• Exercise directions:
In the listing that follows, how many lines hold the string "fillText"? Answer with the number only.
Data provided below:
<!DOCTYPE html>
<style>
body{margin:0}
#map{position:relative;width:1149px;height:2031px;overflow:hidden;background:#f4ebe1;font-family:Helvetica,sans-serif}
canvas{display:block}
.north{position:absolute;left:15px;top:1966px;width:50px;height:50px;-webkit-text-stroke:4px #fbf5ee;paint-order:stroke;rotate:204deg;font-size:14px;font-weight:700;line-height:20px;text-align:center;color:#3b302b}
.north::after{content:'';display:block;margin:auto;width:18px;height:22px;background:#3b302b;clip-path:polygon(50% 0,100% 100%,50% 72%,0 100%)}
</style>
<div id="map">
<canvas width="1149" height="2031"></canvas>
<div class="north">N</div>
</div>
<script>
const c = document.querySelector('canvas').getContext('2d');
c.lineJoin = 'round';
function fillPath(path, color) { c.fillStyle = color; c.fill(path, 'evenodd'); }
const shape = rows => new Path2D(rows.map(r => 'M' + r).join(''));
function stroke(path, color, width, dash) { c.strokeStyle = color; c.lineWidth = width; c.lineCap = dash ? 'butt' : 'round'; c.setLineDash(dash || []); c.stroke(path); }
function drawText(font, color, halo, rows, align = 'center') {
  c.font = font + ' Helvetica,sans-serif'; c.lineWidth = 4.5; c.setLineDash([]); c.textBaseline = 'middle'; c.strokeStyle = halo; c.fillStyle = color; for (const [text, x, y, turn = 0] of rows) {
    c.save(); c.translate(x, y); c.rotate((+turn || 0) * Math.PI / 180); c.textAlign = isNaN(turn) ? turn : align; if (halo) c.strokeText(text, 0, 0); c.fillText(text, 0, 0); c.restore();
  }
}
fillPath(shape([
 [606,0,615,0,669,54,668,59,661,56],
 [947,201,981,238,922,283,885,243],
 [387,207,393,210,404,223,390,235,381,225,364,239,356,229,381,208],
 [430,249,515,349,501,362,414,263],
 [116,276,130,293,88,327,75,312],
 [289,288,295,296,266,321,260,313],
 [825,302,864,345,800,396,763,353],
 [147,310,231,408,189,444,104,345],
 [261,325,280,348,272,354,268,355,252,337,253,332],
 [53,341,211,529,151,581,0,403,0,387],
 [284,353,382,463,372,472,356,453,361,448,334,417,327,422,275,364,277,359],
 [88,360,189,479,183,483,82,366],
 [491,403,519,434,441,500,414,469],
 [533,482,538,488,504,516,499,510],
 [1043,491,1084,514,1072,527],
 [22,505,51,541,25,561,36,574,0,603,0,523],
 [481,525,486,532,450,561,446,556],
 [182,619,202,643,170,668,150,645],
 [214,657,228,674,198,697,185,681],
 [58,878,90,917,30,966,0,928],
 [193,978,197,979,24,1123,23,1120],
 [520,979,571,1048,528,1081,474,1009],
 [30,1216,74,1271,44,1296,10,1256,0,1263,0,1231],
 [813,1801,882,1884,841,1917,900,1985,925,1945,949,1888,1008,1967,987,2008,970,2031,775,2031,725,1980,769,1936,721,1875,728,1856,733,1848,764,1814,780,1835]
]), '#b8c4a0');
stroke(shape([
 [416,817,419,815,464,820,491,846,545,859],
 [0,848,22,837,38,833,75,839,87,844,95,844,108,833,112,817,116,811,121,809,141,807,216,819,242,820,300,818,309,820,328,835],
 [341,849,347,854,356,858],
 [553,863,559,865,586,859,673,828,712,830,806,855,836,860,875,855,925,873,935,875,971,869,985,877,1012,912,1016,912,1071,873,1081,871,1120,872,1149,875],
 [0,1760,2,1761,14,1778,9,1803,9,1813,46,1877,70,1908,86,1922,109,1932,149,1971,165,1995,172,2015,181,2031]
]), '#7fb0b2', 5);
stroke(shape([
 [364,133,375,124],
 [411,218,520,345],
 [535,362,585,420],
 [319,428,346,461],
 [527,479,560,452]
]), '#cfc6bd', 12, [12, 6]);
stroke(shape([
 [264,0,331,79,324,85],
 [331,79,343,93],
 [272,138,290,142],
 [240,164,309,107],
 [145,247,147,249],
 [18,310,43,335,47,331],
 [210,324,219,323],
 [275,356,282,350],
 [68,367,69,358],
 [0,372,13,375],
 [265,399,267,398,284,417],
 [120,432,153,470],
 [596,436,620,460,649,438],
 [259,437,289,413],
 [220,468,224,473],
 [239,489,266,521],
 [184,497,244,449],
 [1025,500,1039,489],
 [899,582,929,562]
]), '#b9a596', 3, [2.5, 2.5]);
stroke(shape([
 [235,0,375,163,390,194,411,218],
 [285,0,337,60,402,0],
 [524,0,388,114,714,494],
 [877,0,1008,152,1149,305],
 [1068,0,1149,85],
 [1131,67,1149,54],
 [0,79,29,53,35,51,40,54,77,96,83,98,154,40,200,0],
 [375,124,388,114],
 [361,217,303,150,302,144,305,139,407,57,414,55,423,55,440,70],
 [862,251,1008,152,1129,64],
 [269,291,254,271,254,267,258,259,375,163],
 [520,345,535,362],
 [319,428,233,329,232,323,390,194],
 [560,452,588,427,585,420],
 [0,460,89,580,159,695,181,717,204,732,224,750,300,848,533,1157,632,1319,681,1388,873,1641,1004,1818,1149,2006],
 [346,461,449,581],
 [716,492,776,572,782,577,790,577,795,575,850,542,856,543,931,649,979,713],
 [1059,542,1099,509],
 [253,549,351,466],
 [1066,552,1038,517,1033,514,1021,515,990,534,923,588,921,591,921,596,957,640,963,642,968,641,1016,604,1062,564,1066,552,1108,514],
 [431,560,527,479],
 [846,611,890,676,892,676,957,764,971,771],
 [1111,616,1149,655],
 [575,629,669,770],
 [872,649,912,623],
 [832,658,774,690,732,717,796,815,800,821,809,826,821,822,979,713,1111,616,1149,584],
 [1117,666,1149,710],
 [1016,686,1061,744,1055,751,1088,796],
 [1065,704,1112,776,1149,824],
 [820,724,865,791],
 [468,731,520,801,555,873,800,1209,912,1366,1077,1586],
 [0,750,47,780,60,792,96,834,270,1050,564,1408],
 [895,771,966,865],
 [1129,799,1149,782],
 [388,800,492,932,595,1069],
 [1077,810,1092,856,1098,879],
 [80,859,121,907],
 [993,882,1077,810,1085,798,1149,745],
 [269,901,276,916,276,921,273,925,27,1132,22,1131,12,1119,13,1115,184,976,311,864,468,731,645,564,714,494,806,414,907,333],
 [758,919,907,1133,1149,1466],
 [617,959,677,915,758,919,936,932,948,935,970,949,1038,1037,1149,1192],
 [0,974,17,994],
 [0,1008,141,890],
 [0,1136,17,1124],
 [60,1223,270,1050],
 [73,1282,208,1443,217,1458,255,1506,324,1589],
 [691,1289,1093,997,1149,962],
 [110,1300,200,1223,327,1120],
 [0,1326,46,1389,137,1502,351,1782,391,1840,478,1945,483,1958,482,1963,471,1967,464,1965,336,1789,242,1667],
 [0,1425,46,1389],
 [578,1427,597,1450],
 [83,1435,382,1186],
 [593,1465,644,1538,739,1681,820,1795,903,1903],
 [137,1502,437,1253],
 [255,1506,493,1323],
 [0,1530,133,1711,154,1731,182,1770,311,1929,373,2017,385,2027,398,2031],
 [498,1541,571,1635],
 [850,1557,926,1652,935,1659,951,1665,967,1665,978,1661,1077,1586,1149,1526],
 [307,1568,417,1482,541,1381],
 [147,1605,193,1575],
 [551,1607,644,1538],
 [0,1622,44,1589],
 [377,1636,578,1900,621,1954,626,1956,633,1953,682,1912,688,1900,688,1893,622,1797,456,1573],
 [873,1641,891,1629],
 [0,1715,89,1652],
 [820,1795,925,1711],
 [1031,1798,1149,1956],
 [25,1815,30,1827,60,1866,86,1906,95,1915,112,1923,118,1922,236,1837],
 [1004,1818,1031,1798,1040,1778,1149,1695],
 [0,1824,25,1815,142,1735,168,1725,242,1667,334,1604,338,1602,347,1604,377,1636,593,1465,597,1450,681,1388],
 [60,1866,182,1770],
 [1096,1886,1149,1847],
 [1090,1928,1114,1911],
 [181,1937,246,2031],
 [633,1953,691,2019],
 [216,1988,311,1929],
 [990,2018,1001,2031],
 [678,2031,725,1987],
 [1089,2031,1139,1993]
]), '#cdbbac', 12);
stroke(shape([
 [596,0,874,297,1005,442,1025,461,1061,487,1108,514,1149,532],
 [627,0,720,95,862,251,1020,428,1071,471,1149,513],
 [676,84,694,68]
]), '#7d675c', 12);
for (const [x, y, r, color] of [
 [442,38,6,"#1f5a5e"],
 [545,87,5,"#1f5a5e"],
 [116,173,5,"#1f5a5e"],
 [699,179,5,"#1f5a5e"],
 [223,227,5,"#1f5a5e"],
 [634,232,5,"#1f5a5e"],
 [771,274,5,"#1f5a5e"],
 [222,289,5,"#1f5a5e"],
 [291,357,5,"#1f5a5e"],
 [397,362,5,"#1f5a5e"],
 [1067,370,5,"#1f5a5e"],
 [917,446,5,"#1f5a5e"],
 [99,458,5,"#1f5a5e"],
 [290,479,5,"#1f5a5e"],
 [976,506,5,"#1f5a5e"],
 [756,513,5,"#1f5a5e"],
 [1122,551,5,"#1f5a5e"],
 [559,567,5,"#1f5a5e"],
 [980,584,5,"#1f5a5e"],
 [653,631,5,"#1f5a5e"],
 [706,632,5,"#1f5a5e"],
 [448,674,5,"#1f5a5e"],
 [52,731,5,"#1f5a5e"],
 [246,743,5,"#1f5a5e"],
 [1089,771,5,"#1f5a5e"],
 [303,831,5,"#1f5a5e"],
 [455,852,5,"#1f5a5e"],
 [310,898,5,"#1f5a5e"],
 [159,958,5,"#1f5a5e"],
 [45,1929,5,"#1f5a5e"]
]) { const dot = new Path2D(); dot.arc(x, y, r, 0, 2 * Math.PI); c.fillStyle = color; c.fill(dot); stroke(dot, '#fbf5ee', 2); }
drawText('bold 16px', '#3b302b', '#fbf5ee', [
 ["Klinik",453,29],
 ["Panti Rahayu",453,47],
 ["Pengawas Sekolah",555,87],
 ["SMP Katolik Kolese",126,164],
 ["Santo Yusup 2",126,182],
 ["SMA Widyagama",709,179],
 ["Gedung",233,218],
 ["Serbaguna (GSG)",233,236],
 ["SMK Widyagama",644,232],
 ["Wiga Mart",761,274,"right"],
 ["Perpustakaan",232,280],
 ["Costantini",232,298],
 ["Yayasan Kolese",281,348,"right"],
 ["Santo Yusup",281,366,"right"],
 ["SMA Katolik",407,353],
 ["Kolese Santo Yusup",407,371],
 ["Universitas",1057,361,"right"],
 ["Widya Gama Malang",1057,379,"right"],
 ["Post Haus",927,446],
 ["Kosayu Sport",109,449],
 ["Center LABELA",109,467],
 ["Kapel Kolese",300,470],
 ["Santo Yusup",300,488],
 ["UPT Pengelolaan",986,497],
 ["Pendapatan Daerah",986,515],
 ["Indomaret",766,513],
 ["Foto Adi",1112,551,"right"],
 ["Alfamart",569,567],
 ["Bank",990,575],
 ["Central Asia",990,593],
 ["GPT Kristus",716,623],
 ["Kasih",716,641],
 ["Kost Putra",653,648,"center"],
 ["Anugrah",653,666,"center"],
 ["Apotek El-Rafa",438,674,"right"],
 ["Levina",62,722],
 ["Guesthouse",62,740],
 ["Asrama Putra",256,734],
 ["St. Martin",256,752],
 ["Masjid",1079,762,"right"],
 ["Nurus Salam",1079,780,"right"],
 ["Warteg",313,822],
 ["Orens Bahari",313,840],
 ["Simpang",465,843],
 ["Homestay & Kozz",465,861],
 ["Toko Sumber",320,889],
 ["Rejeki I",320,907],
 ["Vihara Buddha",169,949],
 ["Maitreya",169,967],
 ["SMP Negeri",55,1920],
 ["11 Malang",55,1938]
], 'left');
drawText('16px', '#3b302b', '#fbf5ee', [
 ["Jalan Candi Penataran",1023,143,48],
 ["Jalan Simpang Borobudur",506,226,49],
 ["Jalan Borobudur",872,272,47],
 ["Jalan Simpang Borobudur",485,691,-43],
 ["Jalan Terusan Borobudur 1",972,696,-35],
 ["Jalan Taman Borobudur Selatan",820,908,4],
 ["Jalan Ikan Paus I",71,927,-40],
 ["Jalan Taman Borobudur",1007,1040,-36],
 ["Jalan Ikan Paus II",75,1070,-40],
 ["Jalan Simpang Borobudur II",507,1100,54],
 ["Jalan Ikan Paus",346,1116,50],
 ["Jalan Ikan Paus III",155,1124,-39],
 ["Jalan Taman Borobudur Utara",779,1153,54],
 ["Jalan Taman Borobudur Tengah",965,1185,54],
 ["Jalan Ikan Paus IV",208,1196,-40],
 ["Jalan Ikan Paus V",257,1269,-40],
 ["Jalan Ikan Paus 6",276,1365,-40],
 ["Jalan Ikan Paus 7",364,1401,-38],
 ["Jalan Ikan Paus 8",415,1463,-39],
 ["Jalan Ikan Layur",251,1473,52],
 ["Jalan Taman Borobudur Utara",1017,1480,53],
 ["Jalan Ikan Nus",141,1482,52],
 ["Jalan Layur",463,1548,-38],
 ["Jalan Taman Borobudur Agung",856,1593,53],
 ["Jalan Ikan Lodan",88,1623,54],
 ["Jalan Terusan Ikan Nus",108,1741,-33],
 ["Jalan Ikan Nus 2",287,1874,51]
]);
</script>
End of Data provided.
Data provided below:
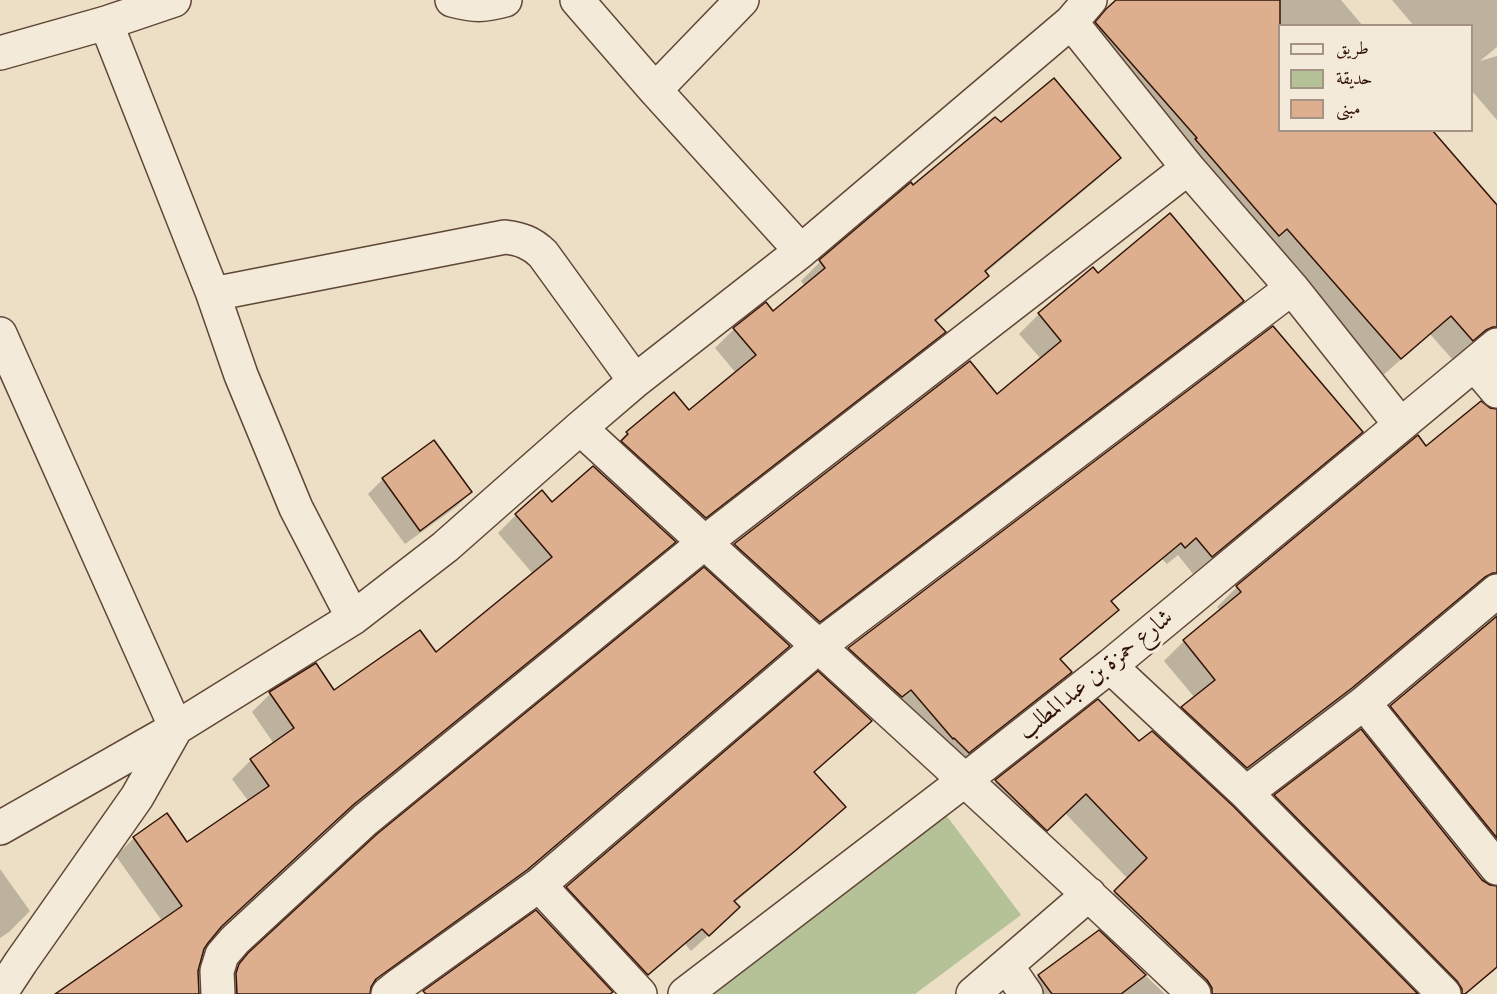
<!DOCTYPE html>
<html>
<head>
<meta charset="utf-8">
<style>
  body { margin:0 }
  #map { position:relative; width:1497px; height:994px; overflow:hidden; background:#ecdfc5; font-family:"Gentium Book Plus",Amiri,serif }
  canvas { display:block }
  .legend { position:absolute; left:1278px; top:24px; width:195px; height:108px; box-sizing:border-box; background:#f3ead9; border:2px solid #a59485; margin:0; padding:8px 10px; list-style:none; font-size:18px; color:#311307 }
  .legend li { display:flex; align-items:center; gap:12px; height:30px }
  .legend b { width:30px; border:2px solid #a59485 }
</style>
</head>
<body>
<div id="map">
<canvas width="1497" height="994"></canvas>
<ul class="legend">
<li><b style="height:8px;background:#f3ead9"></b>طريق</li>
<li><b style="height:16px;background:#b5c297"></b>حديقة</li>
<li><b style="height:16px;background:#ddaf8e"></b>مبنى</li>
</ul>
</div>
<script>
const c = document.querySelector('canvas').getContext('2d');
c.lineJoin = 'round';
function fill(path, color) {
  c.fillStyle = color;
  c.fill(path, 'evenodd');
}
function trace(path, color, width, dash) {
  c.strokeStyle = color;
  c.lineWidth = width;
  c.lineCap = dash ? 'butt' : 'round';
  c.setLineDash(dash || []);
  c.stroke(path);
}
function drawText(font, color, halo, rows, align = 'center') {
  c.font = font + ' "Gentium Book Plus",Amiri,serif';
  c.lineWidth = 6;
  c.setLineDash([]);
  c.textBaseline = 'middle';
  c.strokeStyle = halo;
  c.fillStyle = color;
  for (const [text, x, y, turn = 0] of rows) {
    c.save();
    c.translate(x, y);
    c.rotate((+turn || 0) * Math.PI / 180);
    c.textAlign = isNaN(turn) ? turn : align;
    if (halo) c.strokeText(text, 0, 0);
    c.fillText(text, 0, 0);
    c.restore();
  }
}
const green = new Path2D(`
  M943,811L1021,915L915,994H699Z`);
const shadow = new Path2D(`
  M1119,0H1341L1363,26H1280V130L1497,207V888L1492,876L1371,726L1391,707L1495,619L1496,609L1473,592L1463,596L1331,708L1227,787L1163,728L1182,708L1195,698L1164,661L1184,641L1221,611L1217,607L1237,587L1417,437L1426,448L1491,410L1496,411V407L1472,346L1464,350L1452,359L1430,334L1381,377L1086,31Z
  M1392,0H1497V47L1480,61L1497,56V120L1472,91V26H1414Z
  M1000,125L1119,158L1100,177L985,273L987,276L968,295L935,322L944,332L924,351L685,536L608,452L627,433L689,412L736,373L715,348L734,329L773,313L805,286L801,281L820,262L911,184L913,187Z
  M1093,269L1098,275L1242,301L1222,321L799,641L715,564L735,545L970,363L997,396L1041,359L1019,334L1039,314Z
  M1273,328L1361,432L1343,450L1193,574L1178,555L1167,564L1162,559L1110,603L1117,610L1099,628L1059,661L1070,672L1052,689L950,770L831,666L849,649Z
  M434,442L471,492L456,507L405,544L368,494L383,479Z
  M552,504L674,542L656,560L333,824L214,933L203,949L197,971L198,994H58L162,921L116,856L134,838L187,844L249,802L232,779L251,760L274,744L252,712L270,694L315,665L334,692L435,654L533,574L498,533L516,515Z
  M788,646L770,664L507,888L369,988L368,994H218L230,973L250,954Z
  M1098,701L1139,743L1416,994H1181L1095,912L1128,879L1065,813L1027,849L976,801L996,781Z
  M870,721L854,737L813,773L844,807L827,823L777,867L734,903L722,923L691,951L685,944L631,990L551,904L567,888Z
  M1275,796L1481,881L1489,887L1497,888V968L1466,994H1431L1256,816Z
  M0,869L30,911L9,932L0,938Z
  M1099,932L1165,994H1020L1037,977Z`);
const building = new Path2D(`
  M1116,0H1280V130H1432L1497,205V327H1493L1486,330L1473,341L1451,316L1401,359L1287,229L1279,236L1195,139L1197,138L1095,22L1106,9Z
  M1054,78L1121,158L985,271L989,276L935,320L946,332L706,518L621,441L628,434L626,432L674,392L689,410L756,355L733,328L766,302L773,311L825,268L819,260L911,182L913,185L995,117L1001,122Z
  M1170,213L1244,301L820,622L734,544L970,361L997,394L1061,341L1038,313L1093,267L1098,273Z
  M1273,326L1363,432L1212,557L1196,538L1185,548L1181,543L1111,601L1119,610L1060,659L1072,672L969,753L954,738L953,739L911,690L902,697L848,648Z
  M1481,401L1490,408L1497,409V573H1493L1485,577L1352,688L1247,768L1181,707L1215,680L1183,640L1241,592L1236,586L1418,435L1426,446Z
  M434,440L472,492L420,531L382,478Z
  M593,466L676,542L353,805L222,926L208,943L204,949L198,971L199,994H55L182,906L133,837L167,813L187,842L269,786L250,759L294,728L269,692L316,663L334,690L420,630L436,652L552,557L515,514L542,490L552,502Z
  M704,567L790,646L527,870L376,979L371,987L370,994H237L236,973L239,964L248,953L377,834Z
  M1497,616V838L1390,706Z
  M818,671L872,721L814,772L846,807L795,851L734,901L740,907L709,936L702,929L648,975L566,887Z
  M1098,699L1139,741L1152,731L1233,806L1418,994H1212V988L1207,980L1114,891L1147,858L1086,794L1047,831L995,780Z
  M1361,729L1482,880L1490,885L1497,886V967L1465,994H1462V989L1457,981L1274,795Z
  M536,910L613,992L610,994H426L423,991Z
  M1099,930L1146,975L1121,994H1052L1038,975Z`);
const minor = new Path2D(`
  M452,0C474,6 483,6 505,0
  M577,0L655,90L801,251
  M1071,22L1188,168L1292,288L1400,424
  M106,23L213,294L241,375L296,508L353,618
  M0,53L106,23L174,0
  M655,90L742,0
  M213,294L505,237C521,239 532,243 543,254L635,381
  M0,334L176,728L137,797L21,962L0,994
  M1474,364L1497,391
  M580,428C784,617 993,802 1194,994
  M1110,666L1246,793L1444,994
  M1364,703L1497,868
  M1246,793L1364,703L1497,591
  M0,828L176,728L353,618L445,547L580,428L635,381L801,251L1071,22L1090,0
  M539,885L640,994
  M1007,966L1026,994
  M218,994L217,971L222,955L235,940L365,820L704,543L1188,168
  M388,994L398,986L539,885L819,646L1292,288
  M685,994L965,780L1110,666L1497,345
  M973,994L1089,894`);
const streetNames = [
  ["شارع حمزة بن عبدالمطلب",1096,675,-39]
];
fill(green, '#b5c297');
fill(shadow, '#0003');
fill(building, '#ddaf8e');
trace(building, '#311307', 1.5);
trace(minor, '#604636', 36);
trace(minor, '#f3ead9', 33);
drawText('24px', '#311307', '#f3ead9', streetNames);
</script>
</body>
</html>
End of Data provided.
• Response:
2